(PROBLEM)
Where the data below begins, start retyping exactly, and end on the line with "filter:drop-shadow(0 0 2px", which is included; no picture goes in.

(RAW DATA)
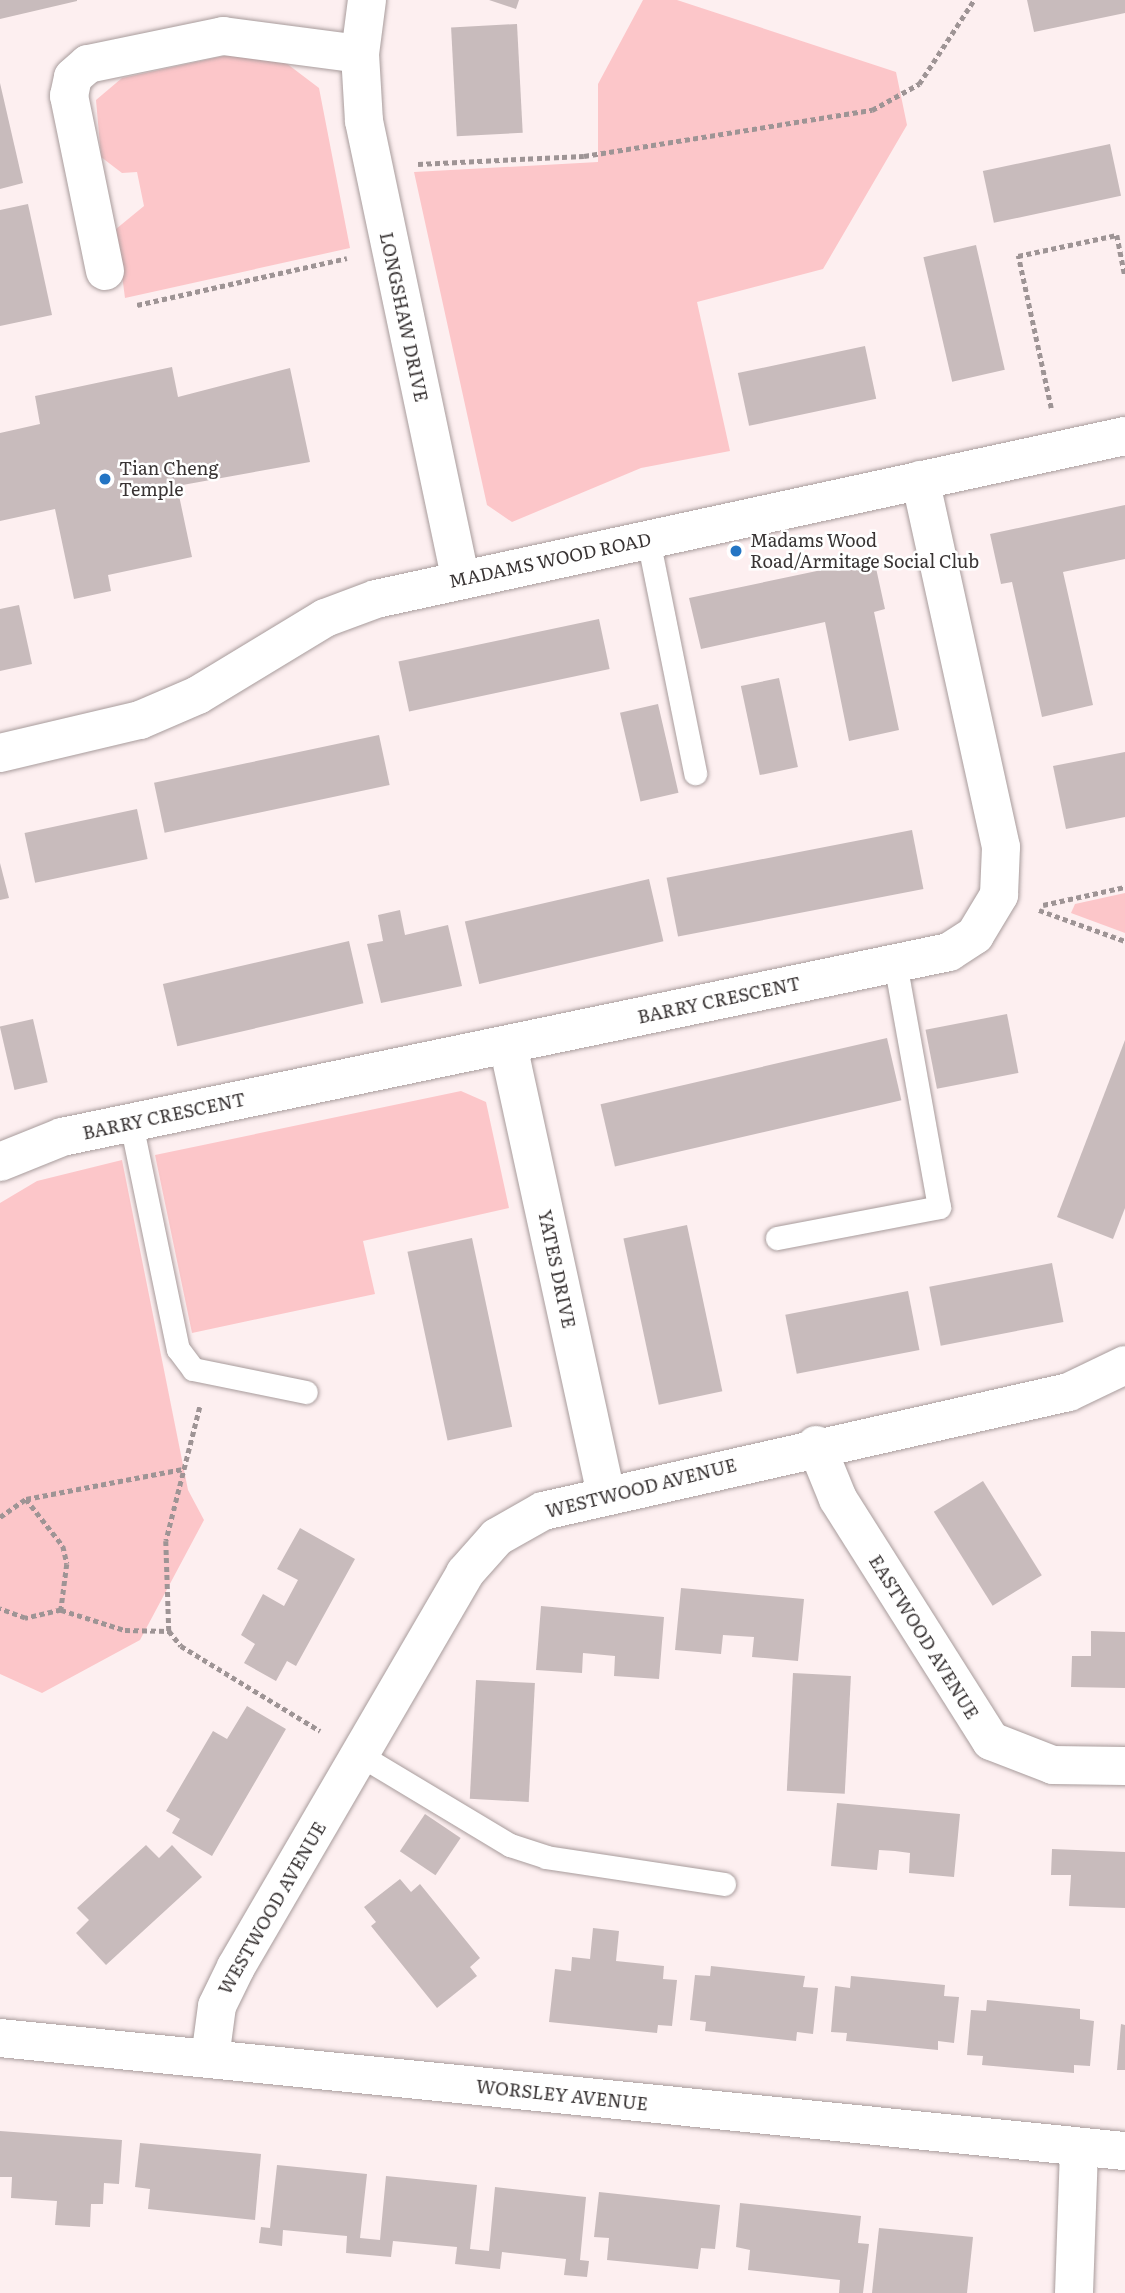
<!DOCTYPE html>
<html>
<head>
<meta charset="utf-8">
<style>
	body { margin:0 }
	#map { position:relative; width:1125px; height:2293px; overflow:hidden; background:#fdeff0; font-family:Literata,serif }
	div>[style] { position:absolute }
	.green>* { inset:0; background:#fcc6c9 }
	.building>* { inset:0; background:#c8bbbc; transform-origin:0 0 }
	.path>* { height:4.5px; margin-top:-2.25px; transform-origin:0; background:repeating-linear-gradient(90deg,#9e9495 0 5px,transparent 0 8.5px) }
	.roads { filter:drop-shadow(0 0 2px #a89c9c) drop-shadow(0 0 2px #a89c9c) }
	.service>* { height:23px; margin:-11.5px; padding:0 11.5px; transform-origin:11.5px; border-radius:11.5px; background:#fff }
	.minor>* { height:38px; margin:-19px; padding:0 19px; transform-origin:19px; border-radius:19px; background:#fff }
	.tertiary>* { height:38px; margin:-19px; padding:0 19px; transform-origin:19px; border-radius:19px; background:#fff }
	.dots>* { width:19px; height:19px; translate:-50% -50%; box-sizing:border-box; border:4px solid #fff; border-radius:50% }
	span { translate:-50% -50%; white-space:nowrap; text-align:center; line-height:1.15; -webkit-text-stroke:5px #fff; paint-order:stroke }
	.street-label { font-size:18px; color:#393434 }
	.poi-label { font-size:18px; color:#393434 }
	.left { translate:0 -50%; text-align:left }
</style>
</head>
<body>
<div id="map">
	<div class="green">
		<i style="clip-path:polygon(643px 0,677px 0,896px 72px,907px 125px,823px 269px,697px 302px,730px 451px,641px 468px,512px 522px,487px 505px,414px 172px,598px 162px,598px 84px)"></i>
		<i style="clip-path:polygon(233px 54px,286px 63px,319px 88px,350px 248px,125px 298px,116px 229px,144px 206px,137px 172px,122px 173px,101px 157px,96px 100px,122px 78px)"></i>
		<i style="clip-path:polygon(1125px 893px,1125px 933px,1071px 913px,1075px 904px)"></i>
		<i style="clip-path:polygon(461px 1091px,486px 1102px,509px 1208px,363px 1241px,375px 1294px,192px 1333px,155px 1155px)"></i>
		<i style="clip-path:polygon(122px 1160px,188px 1490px,204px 1520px,140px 1640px,42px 1693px,0 1674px,0 1203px,37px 1181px)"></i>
	</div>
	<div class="building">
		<i style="clip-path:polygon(0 0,77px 0,77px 1px,0 19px)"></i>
		<i style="clip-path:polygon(489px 0,519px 0,516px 9px)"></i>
		<i style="clip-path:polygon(1027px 0,1125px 0,1125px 13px,1034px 32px)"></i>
		<i style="left:517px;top:24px;width:109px;height:66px;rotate:87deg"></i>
		<i style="clip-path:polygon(0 83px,23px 183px,0 189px)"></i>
		<i style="left:1110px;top:144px;width:53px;height:130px;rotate:78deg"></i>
		<i style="clip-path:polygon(28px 204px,52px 315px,0 326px,0 210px)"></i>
		<i style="left:976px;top:245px;width:128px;height:54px;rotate:77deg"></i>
		<i style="left:865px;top:346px;width:54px;height:130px;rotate:78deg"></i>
		<i style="clip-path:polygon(172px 367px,178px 397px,290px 368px,310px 462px,177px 486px,192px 557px,108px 575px,111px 591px,74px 599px,55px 509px,0 521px,0 433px,40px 424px,35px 396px)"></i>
		<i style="clip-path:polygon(1125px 505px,1125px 559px,1063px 572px,1093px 705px,1042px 717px,1012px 582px,1001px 584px,990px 534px)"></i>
		<i style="clip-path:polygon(874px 559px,885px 609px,874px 612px,899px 730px,849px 741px,825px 622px,701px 649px,689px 598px)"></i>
		<i style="clip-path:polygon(19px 605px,32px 664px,0 671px,0 609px)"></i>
		<i style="left:599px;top:619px;width:51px;height:205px;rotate:78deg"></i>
		<i style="left:779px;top:678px;width:91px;height:39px;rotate:78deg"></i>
		<i style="left:658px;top:704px;width:91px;height:39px;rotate:77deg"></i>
		<i style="left:379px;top:735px;width:51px;height:230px;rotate:78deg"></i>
		<i style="clip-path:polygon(1125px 752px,1125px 817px,1066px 829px,1053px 766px)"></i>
		<i style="left:137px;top:809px;width:51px;height:115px;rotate:78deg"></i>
		<i style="left:912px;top:830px;width:60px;height:250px;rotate:79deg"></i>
		<i style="clip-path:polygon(0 863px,9px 898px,0 900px)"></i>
		<i style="left:649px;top:879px;width:64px;height:189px;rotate:77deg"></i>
		<i style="clip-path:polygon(400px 910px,405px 935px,448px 925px,462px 986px,381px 1003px,367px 944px,383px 941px,378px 915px)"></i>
		<i style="left:349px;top:941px;width:64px;height:191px;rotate:77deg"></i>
		<i style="left:1007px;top:1014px;width:60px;height:83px;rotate:79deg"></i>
		<i style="left:33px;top:1019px;width:65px;height:34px;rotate:77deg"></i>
		<i style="left:887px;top:1038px;width:64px;height:294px;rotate:77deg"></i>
		<i style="clip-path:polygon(1125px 1040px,1125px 1208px,1113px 1239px,1057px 1217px)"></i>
		<i style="left:687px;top:1225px;width:170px;height:65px;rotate:78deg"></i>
		<i style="left:472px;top:1238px;width:193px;height:66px;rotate:78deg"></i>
		<i style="left:1052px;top:1263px;width:60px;height:125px;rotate:79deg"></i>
		<i style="left:908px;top:1291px;width:60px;height:125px;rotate:79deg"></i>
		<i style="left:983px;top:1481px;width:111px;height:58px;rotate:58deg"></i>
		<i style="clip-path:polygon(300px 1528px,355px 1559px,296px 1666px,287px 1661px,276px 1681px,244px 1663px,255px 1644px,241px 1635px,263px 1594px,284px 1606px,298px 1580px,277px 1569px)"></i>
		<i style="clip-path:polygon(681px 1588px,804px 1599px,798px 1661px,752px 1657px,754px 1637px,723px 1635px,721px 1654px,675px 1650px)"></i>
		<i style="clip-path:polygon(541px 1606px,664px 1617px,659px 1679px,614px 1676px,615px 1656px,583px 1653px,582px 1673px,536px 1670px)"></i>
		<i style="clip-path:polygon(1091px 1631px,1125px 1632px,1125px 1688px,1071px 1687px,1072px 1656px,1091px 1656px)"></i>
		<i style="left:793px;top:1673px;width:58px;height:118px;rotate:3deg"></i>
		<i style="left:476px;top:1680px;width:59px;height:119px;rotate:3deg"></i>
		<i style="clip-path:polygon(247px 1706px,286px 1729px,212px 1856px,172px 1833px,180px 1819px,166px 1811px,213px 1731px,227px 1739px)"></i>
		<i style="clip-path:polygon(837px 1803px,960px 1814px,954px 1877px,909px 1873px,910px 1853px,895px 1851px,879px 1850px,877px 1870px,831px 1866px)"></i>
		<i style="left:425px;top:1814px;width:43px;height:45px;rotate:34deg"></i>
		<i style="clip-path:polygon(146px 1845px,159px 1858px,172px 1845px,202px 1877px,106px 1965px,76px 1933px,89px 1920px,77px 1908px)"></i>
		<i style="clip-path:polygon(1052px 1849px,1125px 1852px,1125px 1908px,1069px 1906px,1071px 1875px,1051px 1875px)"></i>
		<i style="clip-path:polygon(400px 1879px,411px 1892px,420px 1884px,480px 1958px,470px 1967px,477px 1976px,437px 2008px,371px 1926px,376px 1922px,364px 1907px)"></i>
		<i style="clip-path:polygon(593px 1928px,619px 1931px,616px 1961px,664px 1966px,663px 1979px,677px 1980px,672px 2026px,658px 2025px,657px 2033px,549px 2022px,555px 1969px,571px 1971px,572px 1957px,590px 1959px)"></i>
		<i style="clip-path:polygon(711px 1966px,805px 1976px,803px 1987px,818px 1988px,813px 2034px,797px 2032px,796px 2041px,705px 2031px,706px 2022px,690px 2020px,695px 1975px,710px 1976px)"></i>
		<i style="clip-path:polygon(851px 1976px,945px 1985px,944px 1996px,959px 1997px,954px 2043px,938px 2041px,938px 2050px,846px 2041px,847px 2033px,831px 2032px,835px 1986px,850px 1988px)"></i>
		<i style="clip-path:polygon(987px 2000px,1080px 2009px,1080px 2019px,1094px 2021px,1090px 2066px,1074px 2065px,1074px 2073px,982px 2065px,983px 2056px,967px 2055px,971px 2010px,986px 2011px)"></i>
		<i style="clip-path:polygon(1121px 2024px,1125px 2025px,1125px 2070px,1117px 2070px)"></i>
		<i style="clip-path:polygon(0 2131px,122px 2140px,119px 2184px,104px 2183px,103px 2204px,91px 2204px,90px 2227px,55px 2225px,57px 2201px,11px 2198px,12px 2177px,0 2177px)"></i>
		<i style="clip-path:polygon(140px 2143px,261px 2154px,255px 2220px,148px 2209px,150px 2189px,135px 2187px)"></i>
		<i style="clip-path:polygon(277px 2165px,367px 2174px,360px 2238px,380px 2240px,386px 2176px,477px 2185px,470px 2249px,489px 2251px,495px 2187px,586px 2197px,580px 2260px,589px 2261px,587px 2277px,564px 2275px,566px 2259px,502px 2252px,500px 2269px,455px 2264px,457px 2247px,393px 2241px,391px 2257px,346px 2253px,347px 2236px,283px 2230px,282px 2246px,259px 2243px,261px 2227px,270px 2228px)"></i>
		<i style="clip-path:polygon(599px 2192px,720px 2205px,715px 2249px,701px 2248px,698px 2269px,607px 2260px,609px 2238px,594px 2237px)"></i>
		<i style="clip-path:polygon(740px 2203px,861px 2216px,858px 2243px,869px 2244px,863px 2293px,839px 2293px,840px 2280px,748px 2270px,750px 2250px,736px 2247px)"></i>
		<i style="clip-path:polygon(879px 2228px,973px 2237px,967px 2293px,872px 2293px)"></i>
	</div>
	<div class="path">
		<i style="left:418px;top:164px;width:166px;rotate:-2.8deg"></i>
		<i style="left:584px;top:156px;width:292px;rotate:-9.1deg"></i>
		<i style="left:872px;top:110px;width:54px;rotate:-29deg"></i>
		<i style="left:919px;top:84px;width:100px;rotate:-56.8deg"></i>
		<i style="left:137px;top:305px;width:215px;rotate:-12.6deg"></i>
		<i style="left:1051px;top:408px;width:156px;rotate:-102.2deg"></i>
		<i style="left:1018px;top:256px;width:101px;rotate:-12deg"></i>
		<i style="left:1117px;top:235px;width:42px;rotate:79deg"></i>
		<i style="left:1043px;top:905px;width:84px;rotate:-12.4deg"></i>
		<i style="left:1039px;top:910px;width:91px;rotate:19.8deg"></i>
		<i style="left:200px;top:1407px;width:138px;rotate:104.2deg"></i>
		<i style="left:166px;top:1541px;width:90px;rotate:88.1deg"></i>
		<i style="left:169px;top:1631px;width:19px;rotate:51deg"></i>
		<i style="left:181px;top:1646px;width:163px;rotate:31.4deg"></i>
		<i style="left:26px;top:1499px;width:161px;rotate:-10.8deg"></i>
		<i style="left:0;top:1517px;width:32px;rotate:-35deg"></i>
		<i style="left:26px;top:1499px;width:60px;rotate:51.8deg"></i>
		<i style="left:63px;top:1546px;width:18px;rotate:77deg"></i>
		<i style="left:67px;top:1564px;width:46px;rotate:97.4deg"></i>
		<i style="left:61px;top:1610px;width:37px;rotate:167deg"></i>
		<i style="left:25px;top:1618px;width:27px;rotate:-160deg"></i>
		<i style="left:61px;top:1610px;width:67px;rotate:17.4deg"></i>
		<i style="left:125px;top:1630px;width:44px;rotate:1.3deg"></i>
	</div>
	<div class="roads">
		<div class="service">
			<i style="left:648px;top:539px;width:239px;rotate:78.6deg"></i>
			<i style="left:131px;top:1123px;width:231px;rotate:78.3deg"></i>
			<i style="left:178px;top:1349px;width:25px;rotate:53deg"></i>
			<i style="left:193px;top:1369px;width:115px;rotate:11.5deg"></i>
			<i style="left:777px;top:1238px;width:165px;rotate:-10.8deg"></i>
			<i style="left:939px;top:1207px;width:248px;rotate:-100.2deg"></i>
			<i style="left:360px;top:1755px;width:175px;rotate:31deg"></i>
			<i style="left:510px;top:1845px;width:38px;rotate:18deg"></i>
			<i style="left:546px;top:1857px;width:180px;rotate:8.6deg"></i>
		</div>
		<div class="minor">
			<i style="left:367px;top:0;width:54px;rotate:97.4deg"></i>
			<i style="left:360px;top:54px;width:67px;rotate:86.6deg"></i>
			<i style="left:364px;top:121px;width:467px;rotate:78.1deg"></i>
			<i style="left:105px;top:271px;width:179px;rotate:-101.6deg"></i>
			<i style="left:69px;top:96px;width:19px;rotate:-78deg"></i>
			<i style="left:73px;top:77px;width:20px;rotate:-41deg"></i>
			<i style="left:88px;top:64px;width:138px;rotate:-11.7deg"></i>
			<i style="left:223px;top:36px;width:138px;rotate:7.5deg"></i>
			<i style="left:508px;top:1045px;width:460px;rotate:77.7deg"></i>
			<i style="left:0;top:1162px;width:67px;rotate:-22deg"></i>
			<i style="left:62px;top:1137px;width:906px;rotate:-11.78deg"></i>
			<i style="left:949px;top:952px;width:31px;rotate:-33deg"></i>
			<i style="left:975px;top:935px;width:47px;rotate:-59deg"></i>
			<i style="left:999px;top:895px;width:48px;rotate:-87.6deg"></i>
			<i style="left:1001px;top:847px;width:376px;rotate:-102.4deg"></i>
			<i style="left:816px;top:1445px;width:58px;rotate:67.8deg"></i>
			<i style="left:838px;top:1499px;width:286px;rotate:57.7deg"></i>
			<i style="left:991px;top:1741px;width:66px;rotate:21.2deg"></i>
			<i style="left:1053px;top:1765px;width:72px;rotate:0.8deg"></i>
			<i style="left:0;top:2038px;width:1131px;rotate:5.74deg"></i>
			<i style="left:210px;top:2058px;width:52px;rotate:-82.3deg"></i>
			<i style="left:217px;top:2006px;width:43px;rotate:-64deg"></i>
			<i style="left:236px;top:1967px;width:456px;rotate:-59.8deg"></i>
			<i style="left:465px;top:1573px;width:48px;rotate:-48.4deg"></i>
			<i style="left:497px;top:1537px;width:53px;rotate:-29.5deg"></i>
			<i style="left:543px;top:1511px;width:539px;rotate:-12.75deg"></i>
			<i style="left:1069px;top:1392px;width:62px;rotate:-25.7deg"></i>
			<i style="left:1074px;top:2293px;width:145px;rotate:-88deg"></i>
		</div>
		<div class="tertiary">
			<i style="left:0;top:753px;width:144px;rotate:-13.3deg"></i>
			<i style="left:140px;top:720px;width:63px;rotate:-23.3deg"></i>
			<i style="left:198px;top:695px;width:149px;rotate:-31.2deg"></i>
			<i style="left:325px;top:618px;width:54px;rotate:-20.4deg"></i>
			<i style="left:376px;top:599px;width:767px;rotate:-12.28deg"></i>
		</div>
	</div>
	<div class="dots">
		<i style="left:105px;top:479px;background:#2475c4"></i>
		<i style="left:736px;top:551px;background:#2475c4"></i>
	</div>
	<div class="street-label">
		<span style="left:404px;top:317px;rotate:78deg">LONGSHAW DRIVE</span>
		<span style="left:550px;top:560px;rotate:-12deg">MADAMS WOOD ROAD</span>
		<span style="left:719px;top:1000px;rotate:-12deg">BARRY CRESCENT</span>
		<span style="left:164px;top:1116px;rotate:-12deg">BARRY CRESCENT</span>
		<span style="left:557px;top:1269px;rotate:78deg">YATES DRIVE</span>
		<span style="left:641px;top:1488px;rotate:-14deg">WESTWOOD AVENUE</span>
		<span style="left:924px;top:1637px;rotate:58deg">EASTWOOD AVENUE</span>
		<span style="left:272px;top:1908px;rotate:-60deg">WESTWOOD AVENUE</span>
		<span style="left:562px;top:2095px;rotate:6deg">WORSLEY AVENUE</span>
	</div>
	<div class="poi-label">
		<span class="left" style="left:119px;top:479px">Tian Cheng<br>Temple</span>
		<span class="left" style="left:750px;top:551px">Madams Wood<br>Road/Armitage Social Club</span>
	</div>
</div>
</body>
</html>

(EXPECTED OUTPUT)
<!DOCTYPE html>
<html>
<head>
<meta charset="utf-8">
<style>
	body { margin:0 }
	#map { position:relative; width:1125px; height:2293px; overflow:hidden; background:#fdeff0; font-family:Literata,serif }
	div>[style] { position:absolute }
	.green>* { inset:0; background:#fcc6c9 }
	.building>* { inset:0; background:#c8bbbc; transform-origin:0 0 }
	.path>* { height:4.5px; margin-top:-2.25px; transform-origin:0; background:repeating-linear-gradient(90deg,#9e9495 0 5px,transparent 0 8.5px) }
	.roads { filter:drop-shadow(0 0 2px #a89c9c) drop-shadow(0 0 2px #a89c9c) }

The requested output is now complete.